Source material ▸
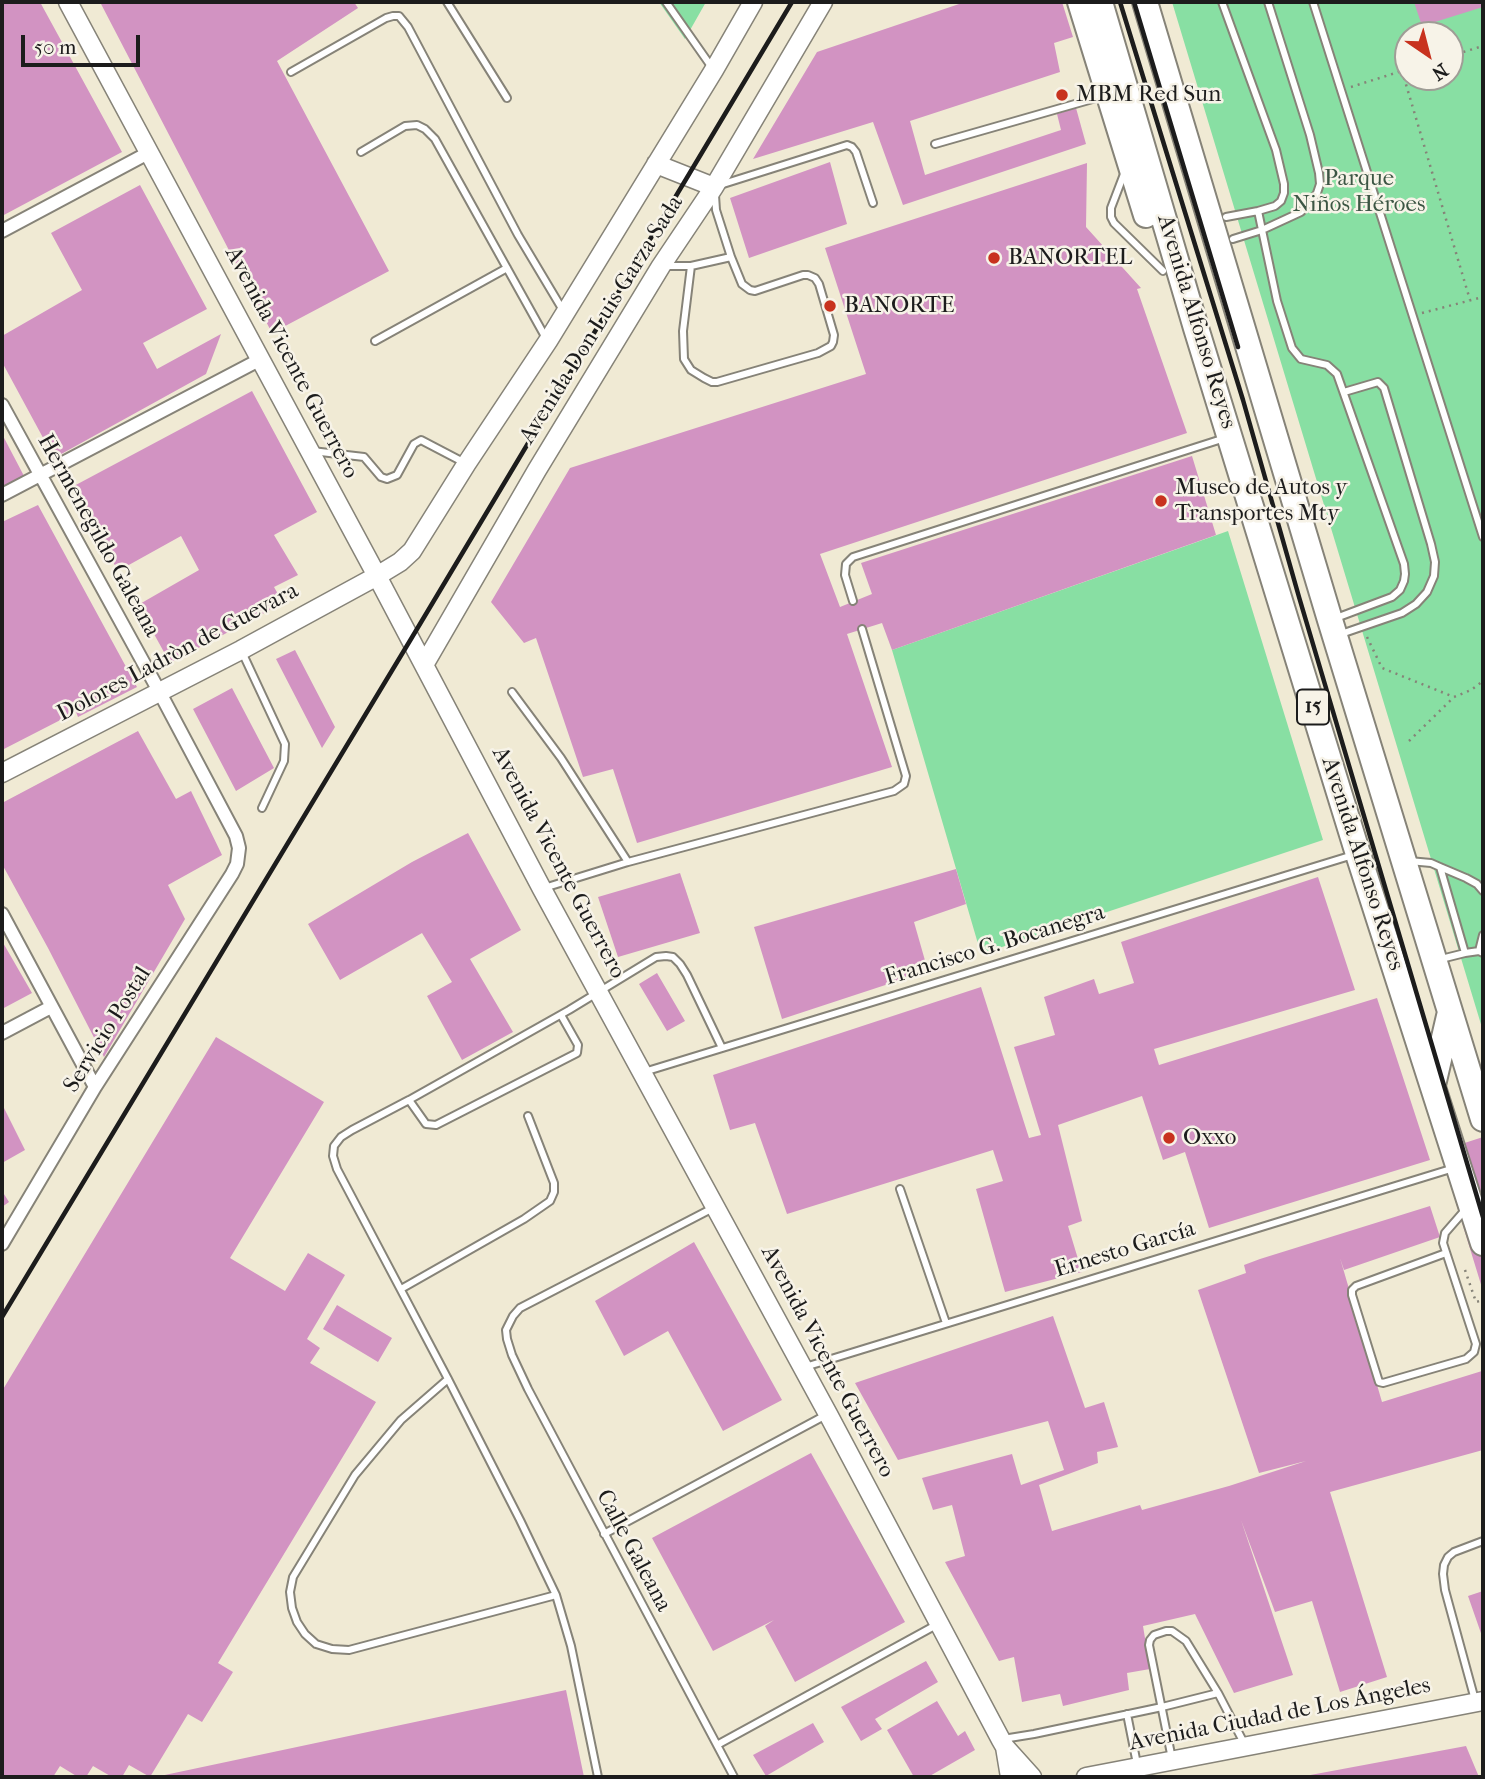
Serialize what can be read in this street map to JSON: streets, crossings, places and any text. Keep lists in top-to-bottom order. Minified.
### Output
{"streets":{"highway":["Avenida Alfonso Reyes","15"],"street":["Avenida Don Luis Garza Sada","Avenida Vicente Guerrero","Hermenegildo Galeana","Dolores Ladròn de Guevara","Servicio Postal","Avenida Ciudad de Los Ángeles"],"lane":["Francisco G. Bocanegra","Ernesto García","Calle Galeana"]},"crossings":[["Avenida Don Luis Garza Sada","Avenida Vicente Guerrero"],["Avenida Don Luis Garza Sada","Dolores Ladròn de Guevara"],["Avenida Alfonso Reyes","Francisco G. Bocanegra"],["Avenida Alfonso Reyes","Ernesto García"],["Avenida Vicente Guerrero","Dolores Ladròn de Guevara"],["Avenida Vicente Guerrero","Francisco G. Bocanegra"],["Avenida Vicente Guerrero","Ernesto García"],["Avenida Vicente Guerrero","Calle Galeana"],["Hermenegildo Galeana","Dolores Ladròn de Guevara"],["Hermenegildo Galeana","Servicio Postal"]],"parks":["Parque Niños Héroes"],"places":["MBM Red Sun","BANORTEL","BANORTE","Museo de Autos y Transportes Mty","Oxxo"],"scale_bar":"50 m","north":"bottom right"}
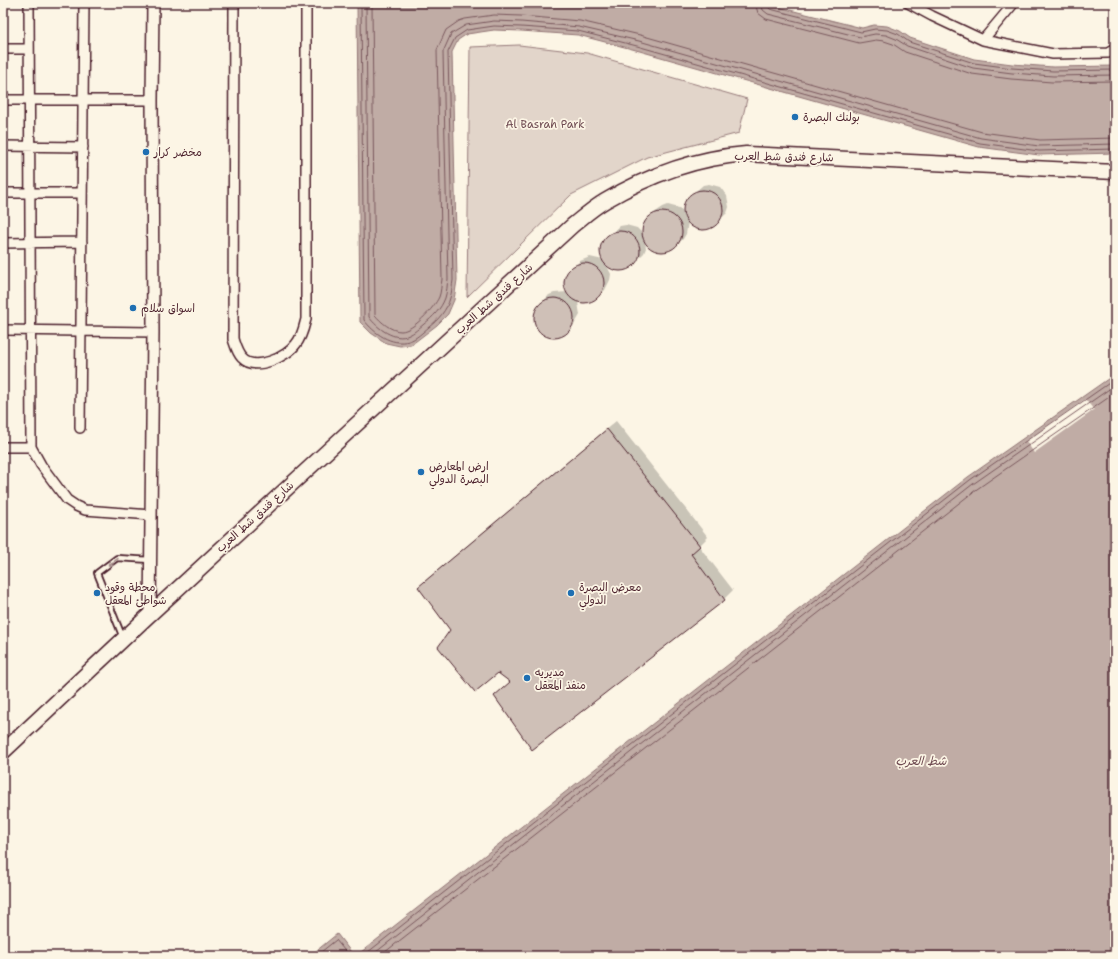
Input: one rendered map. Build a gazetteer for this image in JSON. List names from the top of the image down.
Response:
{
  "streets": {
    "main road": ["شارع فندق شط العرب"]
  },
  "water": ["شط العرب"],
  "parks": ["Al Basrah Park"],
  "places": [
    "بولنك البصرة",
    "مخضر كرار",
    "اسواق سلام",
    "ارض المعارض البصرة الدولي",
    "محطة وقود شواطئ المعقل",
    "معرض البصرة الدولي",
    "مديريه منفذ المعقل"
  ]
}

...

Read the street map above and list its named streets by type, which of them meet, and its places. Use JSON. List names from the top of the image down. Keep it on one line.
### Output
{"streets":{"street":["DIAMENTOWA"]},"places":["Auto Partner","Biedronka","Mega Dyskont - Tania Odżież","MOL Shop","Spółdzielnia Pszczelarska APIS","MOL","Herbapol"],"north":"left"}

What to do ▸
Restate word for word the lines of the data above that begin at the line with "Serialize what can" and end at the line with "Input: one rendered", keeping both ends and dropping every picture.

Finished task ▸
Serialize what can be read in this street map to JSON: streets, crossings, places and any text. Keep lists in top-to-bottom order. Minified.
### Output
{"streets":{"highway":["Avenida Alfonso Reyes","15"],"street":["Avenida Don Luis Garza Sada","Avenida Vicente Guerrero","Hermenegildo Galeana","Dolores Ladròn de Guevara","Servicio Postal","Avenida Ciudad de Los Ángeles"],"lane":["Francisco G. Bocanegra","Ernesto García","Calle Galeana"]},"crossings":[["Avenida Don Luis Garza Sada","Avenida Vicente Guerrero"],["Avenida Don Luis Garza Sada","Dolores Ladròn de Guevara"],["Avenida Alfonso Reyes","Francisco G. Bocanegra"],["Avenida Alfonso Reyes","Ernesto García"],["Avenida Vicente Guerrero","Dolores Ladròn de Guevara"],["Avenida Vicente Guerrero","Francisco G. Bocanegra"],["Avenida Vicente Guerrero","Ernesto García"],["Avenida Vicente Guerrero","Calle Galeana"],["Hermenegildo Galeana","Dolores Ladròn de Guevara"],["Hermenegildo Galeana","Servicio Postal"]],"parks":["Parque Niños Héroes"],"places":["MBM Red Sun","BANORTEL","BANORTE","Museo de Autos y Transportes Mty","Oxxo"],"scale_bar":"50 m","north":"bottom right"}
Input: one rendered map. Build a gazetteer for this image in JSON. List names from the top of the image down.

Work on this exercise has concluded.